Cierra temporalmente uno de los restaurantes más queridos de la Plaza del Pilar
El restaurante Tajo Bajo, ubicado en la emblemática Plaza del Pilar, ha anunciado su cierre temporal por obras, una decisión que ha sorprendido a clientes habituales y a quienes frecuentan el casco histórico zaragozano.
El establecimiento ha colocado un aviso de “cerrado por obras” en su acceso principal, visible desde uno de los enclaves más transitados de la capital aragonesa. Por el momento no se ha concretado la duración de la reforma ni los cambios que se introducirán en el local.
Un referente gastronómico en pleno centro
Tajo Bajo forma parte del Grupo Vaquer, uno de los grupos hosteleros con mayor implantación en Zaragoza. Desde su apertura, el restaurante se posicionó como una propuesta de cocina aragonesa contemporánea, combinando producto local con técnicas actuales y una puesta en escena cuidada.
El diseño interior del espacio, elegante y acogedor, apuesta por materiales naturales, iluminación cálida y una atmósfera pensada tanto para comidas familiares como para cenas más íntimas o encuentros profesionales. Su localización privilegiada, a escasos metros de la basílica del Pilar, lo convirtió en una parada habitual para turistas y visitantes que buscaban una experiencia gastronómica con vistas al principal icono monumental de la ciudad.
Una carta centrada en el producto aragonés
La identidad culinaria de Tajo Bajo se ha construido en torno a ingredientes de proximidad y recetas reinterpretadas. En su carta han destacado propuestas como el ternasco de Aragón, elaboraciones con duroc, arroces con producto local o entrantes inspirados en la tradición regional, todo ello acompañado de una selección de vinos con presencia destacada de denominaciones aragonesas.
El restaurante también ha apostado por menús temáticos que rendían homenaje a la gastronomía de la comunidad, reforzando su perfil como embajador culinario del territorio en pleno centro histórico.
Las valoraciones de clientes han sido, en general, positivas, subrayando tanto la calidad del producto como la ubicación y el servicio.
El restaurante donde comió Felipe VI
Uno de los episodios que consolidó la proyección mediática del local fue la visita del rey Felipe VI, que eligió Tajo Bajo durante una de sus estancias en Zaragoza.

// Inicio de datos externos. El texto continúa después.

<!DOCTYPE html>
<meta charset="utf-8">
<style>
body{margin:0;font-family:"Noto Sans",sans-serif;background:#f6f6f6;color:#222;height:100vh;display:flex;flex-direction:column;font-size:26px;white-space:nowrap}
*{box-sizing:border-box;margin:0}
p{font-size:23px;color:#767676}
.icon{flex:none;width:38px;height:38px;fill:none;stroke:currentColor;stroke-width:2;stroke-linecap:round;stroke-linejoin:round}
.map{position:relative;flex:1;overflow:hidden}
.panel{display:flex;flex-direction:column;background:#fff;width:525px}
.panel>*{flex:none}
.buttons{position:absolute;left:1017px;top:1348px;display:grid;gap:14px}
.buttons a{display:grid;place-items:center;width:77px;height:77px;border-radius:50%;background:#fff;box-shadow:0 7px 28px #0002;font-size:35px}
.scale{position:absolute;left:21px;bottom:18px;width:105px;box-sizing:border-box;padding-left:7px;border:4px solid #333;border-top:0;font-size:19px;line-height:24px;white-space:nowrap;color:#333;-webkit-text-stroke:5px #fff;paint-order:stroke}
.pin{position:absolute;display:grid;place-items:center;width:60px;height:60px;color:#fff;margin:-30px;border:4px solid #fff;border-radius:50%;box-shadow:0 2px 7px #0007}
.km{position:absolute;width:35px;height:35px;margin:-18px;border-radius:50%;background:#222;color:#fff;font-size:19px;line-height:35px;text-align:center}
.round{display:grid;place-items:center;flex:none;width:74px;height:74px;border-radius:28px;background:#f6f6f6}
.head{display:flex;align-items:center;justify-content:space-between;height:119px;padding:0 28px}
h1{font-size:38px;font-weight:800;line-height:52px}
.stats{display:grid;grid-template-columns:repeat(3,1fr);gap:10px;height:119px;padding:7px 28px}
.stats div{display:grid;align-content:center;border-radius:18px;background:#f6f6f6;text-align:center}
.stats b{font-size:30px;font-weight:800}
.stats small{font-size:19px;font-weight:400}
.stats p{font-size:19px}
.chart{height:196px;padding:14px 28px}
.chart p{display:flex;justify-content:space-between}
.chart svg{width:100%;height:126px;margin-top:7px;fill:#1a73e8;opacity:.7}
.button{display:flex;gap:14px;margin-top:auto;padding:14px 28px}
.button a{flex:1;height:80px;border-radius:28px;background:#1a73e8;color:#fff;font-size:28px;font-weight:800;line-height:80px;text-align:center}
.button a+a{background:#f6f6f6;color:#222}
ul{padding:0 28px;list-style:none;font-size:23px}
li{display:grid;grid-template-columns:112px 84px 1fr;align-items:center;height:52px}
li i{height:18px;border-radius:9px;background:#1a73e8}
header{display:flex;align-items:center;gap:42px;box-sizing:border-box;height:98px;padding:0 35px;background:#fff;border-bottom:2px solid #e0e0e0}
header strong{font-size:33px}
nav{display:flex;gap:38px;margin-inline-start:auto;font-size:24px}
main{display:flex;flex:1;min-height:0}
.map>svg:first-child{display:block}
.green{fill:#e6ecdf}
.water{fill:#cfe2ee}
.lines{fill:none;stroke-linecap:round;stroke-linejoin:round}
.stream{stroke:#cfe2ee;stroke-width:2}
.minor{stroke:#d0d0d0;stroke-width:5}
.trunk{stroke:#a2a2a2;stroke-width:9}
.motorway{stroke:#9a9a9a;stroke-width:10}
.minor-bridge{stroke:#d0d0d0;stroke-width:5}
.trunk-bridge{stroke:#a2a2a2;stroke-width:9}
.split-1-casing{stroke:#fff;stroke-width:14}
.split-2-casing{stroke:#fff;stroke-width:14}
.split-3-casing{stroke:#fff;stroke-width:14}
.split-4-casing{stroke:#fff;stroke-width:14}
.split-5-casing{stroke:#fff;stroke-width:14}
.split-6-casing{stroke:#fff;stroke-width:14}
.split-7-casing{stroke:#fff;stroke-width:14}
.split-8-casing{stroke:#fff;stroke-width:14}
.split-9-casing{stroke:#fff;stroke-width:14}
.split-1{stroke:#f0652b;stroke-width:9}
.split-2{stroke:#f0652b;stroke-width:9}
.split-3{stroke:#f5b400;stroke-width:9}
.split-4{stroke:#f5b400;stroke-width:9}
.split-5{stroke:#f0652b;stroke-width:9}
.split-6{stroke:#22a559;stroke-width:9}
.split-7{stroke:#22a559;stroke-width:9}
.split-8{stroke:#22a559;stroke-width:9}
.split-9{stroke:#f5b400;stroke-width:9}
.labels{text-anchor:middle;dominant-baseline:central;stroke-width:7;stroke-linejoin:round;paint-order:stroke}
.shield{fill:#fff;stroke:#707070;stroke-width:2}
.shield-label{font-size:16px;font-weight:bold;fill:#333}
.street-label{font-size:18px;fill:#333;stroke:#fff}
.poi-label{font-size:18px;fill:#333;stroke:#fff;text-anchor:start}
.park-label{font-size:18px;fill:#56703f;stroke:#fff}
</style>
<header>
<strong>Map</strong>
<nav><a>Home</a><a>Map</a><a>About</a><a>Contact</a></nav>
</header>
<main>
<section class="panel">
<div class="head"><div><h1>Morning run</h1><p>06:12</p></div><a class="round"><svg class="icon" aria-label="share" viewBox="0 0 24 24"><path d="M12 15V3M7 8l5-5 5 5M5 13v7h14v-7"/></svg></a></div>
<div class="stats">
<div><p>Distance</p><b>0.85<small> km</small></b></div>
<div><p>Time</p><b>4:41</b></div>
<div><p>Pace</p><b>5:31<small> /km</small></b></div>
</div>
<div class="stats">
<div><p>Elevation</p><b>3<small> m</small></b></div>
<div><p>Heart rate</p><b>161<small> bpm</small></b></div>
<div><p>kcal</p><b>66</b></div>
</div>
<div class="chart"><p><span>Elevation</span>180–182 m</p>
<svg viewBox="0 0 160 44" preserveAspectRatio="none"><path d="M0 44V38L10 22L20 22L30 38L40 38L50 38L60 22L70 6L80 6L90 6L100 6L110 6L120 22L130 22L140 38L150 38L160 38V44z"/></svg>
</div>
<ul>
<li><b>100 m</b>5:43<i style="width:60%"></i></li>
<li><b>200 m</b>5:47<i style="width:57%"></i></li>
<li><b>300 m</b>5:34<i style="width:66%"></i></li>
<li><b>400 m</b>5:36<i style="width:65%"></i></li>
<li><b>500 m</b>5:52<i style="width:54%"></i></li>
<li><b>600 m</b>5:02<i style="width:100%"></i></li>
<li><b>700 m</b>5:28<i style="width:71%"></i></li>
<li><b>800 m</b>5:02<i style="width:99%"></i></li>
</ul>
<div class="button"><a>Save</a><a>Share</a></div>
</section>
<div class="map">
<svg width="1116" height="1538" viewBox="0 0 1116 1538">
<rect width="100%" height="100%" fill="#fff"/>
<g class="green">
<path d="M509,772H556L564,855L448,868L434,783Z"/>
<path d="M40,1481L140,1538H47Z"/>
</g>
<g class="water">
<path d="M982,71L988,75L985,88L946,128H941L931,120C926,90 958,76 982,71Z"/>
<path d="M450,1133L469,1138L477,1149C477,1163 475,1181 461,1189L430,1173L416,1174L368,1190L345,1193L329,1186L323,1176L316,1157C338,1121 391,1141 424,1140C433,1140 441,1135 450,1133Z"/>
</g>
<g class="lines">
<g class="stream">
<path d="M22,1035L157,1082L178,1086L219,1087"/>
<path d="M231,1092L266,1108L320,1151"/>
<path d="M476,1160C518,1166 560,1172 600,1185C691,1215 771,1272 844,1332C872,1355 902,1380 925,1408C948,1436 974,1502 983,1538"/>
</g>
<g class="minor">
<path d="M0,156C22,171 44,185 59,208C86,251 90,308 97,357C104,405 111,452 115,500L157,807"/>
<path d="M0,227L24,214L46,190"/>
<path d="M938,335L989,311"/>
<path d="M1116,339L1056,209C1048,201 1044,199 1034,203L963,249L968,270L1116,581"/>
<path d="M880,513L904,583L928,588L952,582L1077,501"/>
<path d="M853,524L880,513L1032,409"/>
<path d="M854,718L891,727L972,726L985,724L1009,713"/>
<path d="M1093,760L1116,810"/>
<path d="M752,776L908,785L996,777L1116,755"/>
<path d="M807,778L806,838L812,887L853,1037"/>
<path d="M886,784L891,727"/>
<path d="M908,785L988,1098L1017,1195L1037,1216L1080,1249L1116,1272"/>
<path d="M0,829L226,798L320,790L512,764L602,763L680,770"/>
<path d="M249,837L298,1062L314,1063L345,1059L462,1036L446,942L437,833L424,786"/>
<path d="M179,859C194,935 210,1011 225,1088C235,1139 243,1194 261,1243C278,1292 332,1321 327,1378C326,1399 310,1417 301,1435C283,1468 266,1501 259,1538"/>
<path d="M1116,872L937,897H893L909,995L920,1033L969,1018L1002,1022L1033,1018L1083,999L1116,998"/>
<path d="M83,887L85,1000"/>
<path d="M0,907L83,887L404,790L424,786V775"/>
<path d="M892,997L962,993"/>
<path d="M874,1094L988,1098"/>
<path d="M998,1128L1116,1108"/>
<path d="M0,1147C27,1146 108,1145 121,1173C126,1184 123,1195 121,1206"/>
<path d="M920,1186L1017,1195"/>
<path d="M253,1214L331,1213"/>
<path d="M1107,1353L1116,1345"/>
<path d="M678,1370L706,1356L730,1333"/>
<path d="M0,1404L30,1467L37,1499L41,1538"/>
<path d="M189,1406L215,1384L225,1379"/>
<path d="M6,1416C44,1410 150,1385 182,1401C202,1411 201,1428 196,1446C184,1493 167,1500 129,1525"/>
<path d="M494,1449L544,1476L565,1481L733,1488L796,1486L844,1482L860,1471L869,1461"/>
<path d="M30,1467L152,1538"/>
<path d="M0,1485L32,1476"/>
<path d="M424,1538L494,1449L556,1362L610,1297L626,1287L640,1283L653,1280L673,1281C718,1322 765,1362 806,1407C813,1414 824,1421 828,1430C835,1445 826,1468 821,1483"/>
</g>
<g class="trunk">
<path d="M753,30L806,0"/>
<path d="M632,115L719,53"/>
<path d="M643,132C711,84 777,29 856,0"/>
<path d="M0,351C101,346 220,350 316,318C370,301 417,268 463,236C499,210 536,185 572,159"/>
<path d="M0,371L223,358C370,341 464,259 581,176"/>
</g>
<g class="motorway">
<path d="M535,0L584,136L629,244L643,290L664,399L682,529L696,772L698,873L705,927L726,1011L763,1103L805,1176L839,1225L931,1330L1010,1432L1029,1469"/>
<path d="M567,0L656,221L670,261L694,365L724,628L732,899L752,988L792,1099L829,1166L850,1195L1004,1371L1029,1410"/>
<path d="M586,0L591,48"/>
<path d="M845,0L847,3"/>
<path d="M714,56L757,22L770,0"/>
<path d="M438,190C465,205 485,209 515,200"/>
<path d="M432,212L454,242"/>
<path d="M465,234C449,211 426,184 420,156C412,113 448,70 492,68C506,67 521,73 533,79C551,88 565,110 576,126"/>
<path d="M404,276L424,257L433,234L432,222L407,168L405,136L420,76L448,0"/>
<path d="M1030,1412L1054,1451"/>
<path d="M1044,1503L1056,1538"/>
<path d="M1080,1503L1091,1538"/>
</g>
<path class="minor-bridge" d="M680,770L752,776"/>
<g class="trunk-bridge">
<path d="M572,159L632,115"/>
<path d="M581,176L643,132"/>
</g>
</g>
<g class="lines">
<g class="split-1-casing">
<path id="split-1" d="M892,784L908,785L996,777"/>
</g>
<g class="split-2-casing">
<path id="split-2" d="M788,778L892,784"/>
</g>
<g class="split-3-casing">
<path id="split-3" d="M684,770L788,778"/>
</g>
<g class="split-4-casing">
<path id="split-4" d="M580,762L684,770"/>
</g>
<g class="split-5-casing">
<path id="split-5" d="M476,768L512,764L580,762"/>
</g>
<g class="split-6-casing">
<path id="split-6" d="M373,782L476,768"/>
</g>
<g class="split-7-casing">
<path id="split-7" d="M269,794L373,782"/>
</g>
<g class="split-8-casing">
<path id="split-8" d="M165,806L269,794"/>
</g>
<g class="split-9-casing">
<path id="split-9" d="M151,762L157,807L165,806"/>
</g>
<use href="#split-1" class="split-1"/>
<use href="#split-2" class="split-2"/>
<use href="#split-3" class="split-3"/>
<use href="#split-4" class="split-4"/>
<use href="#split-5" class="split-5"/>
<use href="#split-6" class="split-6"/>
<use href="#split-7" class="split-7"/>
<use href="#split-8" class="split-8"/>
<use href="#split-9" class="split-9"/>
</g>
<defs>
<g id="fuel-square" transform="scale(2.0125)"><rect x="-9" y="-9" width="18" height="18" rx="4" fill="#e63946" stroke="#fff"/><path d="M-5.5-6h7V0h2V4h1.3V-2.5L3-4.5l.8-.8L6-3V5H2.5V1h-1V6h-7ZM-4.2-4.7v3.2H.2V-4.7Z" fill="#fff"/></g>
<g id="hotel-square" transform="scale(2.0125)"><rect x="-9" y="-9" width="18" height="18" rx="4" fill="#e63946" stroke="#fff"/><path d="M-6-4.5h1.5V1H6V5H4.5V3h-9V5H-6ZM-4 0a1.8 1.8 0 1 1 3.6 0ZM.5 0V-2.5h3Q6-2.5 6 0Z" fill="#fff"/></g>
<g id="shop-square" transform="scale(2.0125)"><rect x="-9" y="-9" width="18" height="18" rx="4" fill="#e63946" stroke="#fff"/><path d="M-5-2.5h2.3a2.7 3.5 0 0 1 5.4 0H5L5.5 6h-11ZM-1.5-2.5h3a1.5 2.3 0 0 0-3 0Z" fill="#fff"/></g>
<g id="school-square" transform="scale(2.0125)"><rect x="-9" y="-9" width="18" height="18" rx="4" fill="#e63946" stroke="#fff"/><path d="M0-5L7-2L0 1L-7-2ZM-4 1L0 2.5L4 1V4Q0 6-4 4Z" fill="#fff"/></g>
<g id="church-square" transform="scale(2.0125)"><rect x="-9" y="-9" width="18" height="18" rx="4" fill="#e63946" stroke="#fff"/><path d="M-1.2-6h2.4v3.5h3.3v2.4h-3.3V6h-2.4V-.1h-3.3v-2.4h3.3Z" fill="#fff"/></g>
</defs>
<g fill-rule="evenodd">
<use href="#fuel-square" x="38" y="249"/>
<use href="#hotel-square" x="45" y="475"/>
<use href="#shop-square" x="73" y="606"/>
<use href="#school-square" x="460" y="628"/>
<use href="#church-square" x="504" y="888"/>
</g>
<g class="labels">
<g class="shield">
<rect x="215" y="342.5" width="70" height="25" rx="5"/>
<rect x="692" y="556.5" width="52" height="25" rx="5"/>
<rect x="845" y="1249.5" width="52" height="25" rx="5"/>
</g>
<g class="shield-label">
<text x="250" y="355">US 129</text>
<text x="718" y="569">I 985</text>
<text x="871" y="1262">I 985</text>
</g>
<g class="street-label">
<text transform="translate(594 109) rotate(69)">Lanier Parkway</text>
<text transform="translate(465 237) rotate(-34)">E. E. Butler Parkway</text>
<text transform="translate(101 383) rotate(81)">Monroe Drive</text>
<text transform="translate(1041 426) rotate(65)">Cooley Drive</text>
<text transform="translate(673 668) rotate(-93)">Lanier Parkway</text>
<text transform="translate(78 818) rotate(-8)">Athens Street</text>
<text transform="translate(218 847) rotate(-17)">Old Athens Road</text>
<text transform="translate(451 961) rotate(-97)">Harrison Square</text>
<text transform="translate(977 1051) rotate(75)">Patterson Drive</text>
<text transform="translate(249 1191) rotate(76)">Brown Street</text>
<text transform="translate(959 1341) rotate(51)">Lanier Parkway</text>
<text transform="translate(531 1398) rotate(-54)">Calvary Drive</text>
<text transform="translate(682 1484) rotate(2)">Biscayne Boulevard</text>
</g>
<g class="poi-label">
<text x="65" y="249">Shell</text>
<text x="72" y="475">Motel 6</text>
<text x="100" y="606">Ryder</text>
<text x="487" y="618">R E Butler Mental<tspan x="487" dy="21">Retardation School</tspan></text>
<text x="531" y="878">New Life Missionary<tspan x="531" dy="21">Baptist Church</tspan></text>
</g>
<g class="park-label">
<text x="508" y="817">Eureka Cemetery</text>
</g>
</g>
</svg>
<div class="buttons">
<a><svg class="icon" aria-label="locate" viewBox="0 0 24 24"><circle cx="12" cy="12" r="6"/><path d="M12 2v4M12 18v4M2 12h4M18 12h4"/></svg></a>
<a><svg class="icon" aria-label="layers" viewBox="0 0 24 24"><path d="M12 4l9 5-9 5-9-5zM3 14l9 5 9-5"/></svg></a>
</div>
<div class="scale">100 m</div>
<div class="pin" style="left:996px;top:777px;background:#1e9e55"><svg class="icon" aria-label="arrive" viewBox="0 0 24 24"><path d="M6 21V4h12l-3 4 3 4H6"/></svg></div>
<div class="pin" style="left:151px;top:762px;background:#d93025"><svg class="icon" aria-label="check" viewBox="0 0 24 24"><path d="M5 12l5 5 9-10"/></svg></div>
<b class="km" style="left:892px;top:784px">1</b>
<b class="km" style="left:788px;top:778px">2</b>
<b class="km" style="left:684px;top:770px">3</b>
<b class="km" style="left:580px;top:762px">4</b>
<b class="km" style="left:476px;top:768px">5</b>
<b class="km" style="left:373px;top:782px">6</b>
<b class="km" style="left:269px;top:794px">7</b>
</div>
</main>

Aquella comida situó al restaurante en el foco nacional y reforzó su imagen como uno de los establecimientos de referencia en la ciudad.
La elección real no solo supuso un impulso de notoriedad, sino que confirmó el posicionamiento del local dentro de la oferta gastronómica zaragozana.
Expectación ante la reapertura
El cierre se produce en un momento de especial dinamismo para la hostelería de Zaragoza, con nuevas aperturas y propuestas innovadoras compitiendo en el mercado local. En este contexto, la reforma de Tajo Bajo podría interpretarse como una apuesta por la actualización y mejora de la experiencia del cliente.
A la espera de conocer la fecha de reapertura, el centro de Zaragoza pierde temporalmente uno de sus restaurantes más visibles y reconocibles. La expectativa ahora gira en torno a cómo será el nuevo Tajo Bajo cuando vuelva a levantar la persiana en la Plaza del Pilar.